Siggraph used to be the place where the super-nerds of computer graphics would get to meet and schmooze in a setting that was still intimate enough to generate real discussions about technology, and big enough to attract the big players of the industry. That was nearly a decade ago; a few thousand people excited about graphics, and the possibilities it offered. Today, its tens of thousands of people, and an hall that's as big and packed as a MacWorld, for example. The hype factor is also as big as any MacWorld, too. Computer graphics is big business, and Siggraph is now big business, too.

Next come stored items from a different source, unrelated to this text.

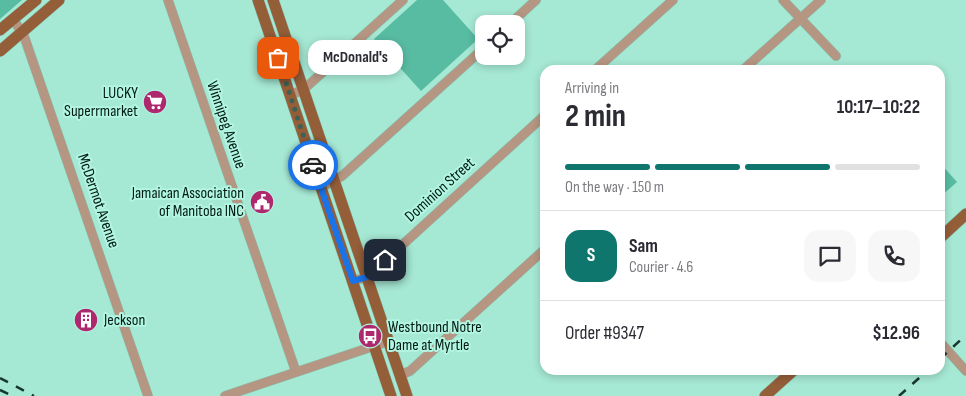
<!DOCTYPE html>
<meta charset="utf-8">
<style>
:root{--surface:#fff;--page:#f7f7f7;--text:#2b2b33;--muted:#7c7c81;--line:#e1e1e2;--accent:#0f766e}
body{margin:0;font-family:"Sofia Sans Condensed",sans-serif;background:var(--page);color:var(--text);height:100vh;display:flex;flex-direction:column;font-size:19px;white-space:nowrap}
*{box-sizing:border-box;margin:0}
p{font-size:16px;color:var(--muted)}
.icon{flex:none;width:28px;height:28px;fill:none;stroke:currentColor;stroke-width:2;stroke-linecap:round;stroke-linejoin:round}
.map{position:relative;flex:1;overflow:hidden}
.details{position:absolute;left:540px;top:65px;width:405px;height:310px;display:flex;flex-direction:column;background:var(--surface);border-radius:15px;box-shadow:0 2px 8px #0003}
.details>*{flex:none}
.controls{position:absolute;left:475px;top:15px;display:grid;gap:10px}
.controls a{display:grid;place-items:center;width:50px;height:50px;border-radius:10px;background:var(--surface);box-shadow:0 2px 8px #0003;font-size:25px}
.pin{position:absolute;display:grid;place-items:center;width:42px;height:42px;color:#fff;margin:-21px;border-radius:10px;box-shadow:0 2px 8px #0006}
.courier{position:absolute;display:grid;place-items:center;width:50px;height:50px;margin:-25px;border:4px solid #1a73e8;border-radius:50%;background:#fff;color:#222;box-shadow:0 1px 6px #0007}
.bubble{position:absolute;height:35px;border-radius:15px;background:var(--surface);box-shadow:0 2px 8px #0003;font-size:16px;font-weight:700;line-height:35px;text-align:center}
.summary em{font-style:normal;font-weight:700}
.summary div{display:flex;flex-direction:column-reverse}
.summary{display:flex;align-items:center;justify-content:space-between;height:85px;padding:0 25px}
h1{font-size:32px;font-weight:700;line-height:38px}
.bar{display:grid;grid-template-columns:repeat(4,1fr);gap:8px 5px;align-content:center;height:60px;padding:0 25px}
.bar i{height:6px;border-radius:4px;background:var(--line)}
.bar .on{background:var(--accent)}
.bar p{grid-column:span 4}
.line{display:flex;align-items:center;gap:12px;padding:0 25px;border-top:1px solid var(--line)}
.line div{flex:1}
.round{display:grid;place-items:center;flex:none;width:52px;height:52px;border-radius:15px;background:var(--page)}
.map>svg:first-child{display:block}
.green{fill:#58bca2}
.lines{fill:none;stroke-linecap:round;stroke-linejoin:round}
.minor-casing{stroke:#87c3b1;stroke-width:10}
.major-casing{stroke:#87c3b1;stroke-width:12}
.minor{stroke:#b59682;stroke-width:9}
.major{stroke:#945e39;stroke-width:11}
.rail{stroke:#18372e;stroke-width:2.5;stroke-dasharray:9 9;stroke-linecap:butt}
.done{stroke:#3a6257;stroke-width:5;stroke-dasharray:0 9}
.route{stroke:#1a73e8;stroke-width:6}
.labels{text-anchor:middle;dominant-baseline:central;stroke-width:4;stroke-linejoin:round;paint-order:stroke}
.poi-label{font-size:16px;fill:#011a13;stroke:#b2f5e1;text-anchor:end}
.street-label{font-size:16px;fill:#011a13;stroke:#b2f5e1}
</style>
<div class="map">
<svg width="966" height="396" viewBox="0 0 966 396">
<rect width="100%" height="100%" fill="#a5e8d4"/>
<path class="green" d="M0,0H22L0,19Z
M417,0H443L478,39L421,91L374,39Z
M940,163L957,182L940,197Z"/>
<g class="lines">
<g class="minor-casing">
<path id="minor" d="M168,0L296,372
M783,0L836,56
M13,19L24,36L148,396
M510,24L536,0
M595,70L673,0
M743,70L821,0
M290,95L303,90L403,0
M320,188L342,176L484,48
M353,281L367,277L545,115
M940,342L966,371
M400,375L410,371L545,249
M225,396L389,341"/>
</g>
<g class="major-casing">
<path id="major" d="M258,0L391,396
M273,0L407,396
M0,30L36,0
M0,51L59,0
M940,238L966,214
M765,396L794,370"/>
</g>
<use href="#minor" class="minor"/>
<use href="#major" class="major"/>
<path class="rail" d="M940,359L966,335
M0,378L34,396
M0,390L13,396
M899,396L928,370"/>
</g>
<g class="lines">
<path class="done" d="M278,58L313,165"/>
<path class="route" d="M313,165L353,281L367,277L385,260"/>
</g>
<defs>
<g id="supermarket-disc" transform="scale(1.25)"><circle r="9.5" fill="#ae286e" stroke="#b2f5e1"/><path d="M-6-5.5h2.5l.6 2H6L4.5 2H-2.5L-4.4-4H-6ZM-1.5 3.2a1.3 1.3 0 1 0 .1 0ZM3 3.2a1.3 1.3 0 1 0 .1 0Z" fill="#fff"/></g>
<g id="civic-disc" transform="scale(1.25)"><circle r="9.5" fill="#ae286e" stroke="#b2f5e1"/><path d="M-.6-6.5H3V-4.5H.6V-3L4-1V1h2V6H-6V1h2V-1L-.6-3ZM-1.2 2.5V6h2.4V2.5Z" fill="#fff"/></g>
<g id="building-disc" transform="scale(1.25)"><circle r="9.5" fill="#ae286e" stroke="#b2f5e1"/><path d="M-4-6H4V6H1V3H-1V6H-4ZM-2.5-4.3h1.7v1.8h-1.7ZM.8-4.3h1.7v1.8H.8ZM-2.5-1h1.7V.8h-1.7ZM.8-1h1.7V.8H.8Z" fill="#fff"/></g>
<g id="bus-disc" transform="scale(1.25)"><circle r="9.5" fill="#ae286e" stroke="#b2f5e1"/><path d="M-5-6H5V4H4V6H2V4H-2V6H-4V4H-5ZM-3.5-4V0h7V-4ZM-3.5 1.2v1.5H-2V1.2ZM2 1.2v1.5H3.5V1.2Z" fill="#fff"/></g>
</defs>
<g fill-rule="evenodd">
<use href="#supermarket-disc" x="155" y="102"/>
<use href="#civic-disc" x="262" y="202"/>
<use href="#building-disc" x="86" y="320"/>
<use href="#bus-disc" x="370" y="336"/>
</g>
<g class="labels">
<g class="poi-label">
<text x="138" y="93">LUCKY<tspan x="138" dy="18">Superrmarket</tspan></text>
<text x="244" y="193">Jamaican Association<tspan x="244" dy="18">of Manitoba INC</tspan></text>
<text x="104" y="320" text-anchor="start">Jeckson</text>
<text x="388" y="327" text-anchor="start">Westbound Notre<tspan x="388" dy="18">Dame at Myrtle</tspan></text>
</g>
<g class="street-label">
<text transform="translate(226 125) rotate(71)">Winnipeg Avenue</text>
<text transform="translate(440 190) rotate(-42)">Dominion Street</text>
<text transform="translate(98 201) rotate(71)">McDermot Avenue</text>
</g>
</g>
</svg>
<div class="controls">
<a><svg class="icon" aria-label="locate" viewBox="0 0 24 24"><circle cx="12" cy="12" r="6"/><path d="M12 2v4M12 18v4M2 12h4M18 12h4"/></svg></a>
</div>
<div class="pin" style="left:278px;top:58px;background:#ea580c"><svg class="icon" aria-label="bag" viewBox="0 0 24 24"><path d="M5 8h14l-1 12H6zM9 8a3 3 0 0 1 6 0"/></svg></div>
<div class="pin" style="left:385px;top:260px;background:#1f2937"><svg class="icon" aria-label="home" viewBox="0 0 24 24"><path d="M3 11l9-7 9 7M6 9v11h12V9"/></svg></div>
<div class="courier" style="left:313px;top:165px"><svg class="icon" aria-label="car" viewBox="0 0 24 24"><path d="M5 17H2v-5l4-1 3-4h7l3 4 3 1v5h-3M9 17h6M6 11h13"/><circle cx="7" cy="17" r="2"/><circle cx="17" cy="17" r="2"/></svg></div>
<div class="bubble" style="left:308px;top:40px;width:95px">McDonald's</div>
<section class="details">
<div class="summary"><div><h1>2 min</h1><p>Arriving in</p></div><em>10:17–10:22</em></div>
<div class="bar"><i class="on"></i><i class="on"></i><i class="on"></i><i></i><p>On the way · 150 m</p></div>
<div class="line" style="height:90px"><b class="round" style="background:var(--accent);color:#fff">S</b><div><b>Sam</b><p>Courier · 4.6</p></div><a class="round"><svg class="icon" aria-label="chat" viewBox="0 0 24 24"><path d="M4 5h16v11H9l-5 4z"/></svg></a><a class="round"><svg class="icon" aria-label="phone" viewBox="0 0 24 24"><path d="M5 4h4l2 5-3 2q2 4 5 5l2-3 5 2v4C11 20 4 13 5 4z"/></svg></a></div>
<div class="line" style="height:65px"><div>Order #9347</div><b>$12.96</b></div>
</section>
</div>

The only problem is that every year the organizers, in their infinite wisdom and parsimony, make you trudge all the way to the hottest places they can find in August. Places like Orlando, Dallas, New Orleans, the site of next year's Siggraph, and Los Angeles, this year. None of these places are worth hanging around at this time of the year, unless you're a tourist, or you're looking for a job in the graphics industry. Yes, there certainly were a lot of people looking for jobs. Of course, judging by the number of them wearing shorts, and the quality of legs on display, the computer graphics society can rest assured that there is no discrimination on the basis of looks, anywhere, anytime, anyhow. So, there I was, in my canary yellow Hawaiian shirt, and puce canvas trousers, with a hint of vermilion in my socks.
More a result of packing my bags at four o'clock in morning then any desire on my part to be employed as an animator by Disney.